Available data START

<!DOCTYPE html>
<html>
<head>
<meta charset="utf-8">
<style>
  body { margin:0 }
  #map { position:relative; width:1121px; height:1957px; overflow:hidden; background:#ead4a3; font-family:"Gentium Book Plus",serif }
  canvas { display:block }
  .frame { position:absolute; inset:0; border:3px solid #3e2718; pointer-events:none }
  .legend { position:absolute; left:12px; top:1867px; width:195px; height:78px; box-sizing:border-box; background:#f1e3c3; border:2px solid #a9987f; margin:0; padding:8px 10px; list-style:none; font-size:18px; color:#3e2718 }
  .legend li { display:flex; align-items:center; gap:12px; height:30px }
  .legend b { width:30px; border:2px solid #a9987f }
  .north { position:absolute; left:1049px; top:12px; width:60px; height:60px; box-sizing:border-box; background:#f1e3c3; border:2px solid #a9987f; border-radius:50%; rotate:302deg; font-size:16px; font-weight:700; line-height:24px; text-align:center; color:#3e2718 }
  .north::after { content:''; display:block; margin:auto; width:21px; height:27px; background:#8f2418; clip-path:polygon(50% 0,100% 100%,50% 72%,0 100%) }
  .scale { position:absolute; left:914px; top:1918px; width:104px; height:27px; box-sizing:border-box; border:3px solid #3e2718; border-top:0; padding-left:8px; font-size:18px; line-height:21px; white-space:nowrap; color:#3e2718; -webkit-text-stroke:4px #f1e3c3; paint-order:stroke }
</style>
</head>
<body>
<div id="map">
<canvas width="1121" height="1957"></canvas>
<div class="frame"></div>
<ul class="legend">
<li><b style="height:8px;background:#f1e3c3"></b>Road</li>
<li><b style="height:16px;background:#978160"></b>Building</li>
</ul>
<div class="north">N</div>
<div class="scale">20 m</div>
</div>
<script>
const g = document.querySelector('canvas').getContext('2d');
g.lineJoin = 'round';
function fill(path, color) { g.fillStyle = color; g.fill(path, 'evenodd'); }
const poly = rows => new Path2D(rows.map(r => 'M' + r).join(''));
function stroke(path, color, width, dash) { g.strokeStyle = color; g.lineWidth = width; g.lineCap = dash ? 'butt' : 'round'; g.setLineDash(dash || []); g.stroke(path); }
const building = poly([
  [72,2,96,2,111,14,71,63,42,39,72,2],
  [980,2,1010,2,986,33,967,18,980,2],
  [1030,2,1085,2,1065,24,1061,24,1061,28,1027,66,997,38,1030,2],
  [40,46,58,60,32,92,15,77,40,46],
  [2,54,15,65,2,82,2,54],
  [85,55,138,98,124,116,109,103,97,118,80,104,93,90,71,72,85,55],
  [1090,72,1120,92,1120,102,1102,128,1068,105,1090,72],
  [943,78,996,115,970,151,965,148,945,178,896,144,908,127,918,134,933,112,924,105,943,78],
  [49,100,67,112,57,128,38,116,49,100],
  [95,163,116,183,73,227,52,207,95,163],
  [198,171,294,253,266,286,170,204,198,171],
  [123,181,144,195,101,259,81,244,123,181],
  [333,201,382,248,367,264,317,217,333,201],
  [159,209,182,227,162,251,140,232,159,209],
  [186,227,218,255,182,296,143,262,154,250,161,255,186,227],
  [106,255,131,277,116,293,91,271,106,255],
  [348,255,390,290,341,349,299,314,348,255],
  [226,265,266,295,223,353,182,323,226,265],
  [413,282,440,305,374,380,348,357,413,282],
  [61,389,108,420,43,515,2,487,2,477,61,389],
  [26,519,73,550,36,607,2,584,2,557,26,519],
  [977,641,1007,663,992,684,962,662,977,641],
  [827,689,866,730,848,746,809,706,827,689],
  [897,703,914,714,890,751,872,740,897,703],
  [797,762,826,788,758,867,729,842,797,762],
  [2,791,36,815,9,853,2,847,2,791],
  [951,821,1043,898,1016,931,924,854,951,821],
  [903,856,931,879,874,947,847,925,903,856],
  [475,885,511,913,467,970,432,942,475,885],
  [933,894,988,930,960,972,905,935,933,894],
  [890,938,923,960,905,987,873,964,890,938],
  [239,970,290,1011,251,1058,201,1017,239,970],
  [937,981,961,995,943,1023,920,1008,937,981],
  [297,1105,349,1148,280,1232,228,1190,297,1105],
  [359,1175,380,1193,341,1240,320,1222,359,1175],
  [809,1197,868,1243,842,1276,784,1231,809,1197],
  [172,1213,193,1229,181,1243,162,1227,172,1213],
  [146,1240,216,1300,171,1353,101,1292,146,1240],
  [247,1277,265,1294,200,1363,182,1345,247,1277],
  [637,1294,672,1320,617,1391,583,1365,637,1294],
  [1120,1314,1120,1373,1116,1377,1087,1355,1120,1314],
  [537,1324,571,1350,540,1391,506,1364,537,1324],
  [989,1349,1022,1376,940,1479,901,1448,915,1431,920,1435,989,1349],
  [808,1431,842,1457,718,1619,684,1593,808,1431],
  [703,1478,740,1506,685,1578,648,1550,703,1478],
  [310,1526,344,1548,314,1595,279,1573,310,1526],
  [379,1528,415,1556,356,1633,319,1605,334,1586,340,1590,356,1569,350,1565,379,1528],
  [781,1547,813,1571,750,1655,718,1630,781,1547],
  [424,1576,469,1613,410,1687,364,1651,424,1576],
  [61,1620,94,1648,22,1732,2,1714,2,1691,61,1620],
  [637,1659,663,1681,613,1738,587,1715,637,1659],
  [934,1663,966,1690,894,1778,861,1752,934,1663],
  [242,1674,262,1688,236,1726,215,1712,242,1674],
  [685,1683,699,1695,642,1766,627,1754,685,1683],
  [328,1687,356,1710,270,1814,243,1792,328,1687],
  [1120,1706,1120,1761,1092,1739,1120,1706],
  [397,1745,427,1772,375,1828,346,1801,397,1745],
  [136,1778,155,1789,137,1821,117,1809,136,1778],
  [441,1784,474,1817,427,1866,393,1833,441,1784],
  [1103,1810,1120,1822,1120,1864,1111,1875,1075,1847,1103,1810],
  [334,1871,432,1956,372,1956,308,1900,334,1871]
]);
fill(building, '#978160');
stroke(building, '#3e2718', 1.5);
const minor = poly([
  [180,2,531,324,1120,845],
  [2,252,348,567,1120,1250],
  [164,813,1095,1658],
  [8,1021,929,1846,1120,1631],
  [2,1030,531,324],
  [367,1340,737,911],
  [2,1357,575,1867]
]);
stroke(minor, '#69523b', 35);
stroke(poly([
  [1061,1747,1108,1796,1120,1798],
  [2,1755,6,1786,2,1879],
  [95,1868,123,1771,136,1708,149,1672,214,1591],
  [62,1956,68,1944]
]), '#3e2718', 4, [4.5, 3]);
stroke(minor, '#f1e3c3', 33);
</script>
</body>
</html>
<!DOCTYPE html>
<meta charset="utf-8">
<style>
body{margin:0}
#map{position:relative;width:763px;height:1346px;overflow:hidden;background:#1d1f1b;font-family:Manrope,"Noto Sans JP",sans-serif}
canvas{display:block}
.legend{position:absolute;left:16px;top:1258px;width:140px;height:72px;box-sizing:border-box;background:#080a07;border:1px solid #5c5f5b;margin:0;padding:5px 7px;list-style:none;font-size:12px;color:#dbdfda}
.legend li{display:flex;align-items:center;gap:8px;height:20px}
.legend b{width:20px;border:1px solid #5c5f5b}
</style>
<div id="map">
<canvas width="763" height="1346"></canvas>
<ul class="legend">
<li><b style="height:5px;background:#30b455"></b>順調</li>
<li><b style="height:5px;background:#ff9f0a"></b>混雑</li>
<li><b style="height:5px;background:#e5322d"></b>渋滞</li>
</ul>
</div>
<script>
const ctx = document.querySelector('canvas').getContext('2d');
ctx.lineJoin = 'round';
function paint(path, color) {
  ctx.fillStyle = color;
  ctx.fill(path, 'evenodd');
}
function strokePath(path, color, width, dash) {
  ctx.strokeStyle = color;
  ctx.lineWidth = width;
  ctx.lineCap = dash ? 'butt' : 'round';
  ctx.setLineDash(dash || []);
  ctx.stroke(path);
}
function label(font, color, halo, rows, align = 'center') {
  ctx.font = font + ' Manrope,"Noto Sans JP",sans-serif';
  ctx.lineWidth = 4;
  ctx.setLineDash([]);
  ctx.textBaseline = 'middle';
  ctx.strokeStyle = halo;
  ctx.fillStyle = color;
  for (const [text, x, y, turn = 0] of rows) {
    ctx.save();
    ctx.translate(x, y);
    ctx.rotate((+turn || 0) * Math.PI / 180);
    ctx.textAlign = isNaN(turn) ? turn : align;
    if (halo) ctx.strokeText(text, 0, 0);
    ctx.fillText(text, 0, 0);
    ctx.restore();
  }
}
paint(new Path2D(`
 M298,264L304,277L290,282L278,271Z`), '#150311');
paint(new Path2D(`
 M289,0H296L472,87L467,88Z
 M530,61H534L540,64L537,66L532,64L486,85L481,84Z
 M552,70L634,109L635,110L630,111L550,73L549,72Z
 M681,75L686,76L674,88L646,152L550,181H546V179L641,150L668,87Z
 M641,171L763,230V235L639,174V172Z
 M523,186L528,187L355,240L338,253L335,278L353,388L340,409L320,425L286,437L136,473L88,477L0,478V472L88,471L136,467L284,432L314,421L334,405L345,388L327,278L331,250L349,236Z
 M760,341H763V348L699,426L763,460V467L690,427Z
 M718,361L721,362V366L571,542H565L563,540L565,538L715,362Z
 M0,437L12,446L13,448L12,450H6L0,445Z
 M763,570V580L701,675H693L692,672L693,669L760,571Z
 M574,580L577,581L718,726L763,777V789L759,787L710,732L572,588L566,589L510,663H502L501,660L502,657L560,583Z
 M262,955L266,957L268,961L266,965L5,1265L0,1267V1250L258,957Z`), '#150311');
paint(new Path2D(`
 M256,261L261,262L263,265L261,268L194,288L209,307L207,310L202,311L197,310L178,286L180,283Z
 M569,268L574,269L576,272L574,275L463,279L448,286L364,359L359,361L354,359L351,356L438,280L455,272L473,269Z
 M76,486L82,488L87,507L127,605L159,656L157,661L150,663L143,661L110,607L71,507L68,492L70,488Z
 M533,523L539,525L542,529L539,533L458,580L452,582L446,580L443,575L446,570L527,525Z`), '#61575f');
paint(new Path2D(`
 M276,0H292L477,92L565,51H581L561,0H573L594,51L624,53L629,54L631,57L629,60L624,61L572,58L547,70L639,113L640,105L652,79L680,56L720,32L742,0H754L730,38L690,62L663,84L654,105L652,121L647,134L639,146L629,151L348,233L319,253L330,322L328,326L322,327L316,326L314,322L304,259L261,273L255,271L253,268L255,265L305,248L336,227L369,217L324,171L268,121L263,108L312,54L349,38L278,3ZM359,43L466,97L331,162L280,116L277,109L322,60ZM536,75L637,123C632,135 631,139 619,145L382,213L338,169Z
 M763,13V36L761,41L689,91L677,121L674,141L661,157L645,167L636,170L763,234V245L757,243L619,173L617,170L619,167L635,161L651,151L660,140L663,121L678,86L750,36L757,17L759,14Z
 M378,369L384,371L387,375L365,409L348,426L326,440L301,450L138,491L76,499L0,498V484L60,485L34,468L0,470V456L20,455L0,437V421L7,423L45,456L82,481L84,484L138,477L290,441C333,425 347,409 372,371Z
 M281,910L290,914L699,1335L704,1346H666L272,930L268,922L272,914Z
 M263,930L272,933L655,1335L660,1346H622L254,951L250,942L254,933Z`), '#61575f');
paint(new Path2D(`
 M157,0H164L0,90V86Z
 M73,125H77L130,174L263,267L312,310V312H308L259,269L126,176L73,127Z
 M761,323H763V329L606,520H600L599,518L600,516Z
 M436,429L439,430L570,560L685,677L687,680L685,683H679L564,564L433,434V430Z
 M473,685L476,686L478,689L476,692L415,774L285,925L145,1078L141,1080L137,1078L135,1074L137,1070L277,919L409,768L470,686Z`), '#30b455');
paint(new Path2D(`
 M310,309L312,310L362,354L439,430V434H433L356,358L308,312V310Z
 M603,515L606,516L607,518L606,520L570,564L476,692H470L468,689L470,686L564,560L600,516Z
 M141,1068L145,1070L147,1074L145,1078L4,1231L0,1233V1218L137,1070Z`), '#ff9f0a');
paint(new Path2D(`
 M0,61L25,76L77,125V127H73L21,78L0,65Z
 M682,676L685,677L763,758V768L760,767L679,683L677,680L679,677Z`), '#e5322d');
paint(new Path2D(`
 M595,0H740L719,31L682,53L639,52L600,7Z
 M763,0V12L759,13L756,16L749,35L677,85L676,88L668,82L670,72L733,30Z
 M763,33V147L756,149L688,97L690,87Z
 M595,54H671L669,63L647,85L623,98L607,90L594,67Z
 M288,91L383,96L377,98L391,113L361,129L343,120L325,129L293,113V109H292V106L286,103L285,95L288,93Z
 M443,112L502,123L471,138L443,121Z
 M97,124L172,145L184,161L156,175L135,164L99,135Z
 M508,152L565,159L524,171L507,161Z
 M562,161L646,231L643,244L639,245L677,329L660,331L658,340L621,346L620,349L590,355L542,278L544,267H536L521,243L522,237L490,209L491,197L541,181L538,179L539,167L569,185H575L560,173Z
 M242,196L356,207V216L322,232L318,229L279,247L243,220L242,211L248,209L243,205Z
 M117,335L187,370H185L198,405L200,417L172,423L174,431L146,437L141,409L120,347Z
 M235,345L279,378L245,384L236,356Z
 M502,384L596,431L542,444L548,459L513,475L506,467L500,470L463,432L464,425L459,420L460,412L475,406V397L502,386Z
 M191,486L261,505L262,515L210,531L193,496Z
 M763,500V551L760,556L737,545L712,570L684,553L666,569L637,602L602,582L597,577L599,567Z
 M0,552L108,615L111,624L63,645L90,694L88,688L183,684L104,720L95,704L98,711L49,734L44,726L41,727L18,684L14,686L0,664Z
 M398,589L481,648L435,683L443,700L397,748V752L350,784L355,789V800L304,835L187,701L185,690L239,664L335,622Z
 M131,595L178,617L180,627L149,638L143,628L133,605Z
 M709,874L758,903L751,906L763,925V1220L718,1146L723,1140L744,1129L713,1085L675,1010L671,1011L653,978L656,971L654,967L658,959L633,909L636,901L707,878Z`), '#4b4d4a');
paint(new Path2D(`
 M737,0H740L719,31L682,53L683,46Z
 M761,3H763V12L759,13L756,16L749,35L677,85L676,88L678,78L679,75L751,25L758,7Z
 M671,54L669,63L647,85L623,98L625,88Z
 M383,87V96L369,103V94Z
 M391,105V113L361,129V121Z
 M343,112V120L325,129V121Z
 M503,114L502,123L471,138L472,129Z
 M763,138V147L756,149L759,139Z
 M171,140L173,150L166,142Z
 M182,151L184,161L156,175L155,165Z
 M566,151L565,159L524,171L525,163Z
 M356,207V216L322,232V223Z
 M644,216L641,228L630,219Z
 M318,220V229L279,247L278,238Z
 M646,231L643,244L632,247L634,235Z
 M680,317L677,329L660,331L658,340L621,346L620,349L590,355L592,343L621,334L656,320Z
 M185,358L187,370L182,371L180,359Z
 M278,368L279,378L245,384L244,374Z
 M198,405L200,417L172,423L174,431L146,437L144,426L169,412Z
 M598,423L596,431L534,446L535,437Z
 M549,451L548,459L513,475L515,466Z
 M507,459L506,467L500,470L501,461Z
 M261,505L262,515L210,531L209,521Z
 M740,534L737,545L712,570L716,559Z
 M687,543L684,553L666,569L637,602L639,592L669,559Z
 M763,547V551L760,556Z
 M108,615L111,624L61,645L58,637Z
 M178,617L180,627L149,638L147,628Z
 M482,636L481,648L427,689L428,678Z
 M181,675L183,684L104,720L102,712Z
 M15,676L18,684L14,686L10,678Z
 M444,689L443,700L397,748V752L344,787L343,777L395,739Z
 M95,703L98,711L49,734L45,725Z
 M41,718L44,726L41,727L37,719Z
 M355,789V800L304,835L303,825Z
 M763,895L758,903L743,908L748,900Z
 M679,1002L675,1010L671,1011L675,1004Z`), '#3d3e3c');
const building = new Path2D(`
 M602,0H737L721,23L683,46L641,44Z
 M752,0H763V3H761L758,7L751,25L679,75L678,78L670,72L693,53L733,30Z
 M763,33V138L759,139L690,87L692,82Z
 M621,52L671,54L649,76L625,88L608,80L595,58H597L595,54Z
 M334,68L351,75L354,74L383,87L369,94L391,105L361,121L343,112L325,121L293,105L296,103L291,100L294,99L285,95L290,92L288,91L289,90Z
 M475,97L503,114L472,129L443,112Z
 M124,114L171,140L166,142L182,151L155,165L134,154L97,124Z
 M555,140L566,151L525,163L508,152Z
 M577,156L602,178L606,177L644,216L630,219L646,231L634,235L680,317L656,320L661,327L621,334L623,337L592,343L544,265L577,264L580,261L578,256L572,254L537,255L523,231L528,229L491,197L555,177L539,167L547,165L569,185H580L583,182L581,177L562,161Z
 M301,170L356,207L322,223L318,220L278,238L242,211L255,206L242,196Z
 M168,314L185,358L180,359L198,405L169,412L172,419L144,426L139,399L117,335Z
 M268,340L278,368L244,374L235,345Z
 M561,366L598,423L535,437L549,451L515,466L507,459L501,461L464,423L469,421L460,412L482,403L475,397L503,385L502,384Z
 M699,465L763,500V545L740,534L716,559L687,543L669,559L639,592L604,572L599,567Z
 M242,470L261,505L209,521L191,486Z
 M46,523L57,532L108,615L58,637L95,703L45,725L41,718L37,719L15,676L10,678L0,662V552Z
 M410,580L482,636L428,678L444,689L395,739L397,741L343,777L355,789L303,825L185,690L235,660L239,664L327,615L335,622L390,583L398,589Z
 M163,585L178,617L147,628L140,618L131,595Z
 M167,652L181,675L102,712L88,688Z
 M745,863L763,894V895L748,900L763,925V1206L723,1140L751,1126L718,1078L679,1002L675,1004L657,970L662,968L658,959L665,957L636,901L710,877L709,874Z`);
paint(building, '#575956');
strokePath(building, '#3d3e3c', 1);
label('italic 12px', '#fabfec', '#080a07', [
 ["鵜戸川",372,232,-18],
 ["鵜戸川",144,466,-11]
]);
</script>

Available data END

* _To do_
Which lines of the material contain "items"? List them.

* _Answer to the exercise_
  .legend li { display:flex; align-items:center; gap:12px; height:30px }
.legend li{display:flex;align-items:center;gap:8px;height:20px}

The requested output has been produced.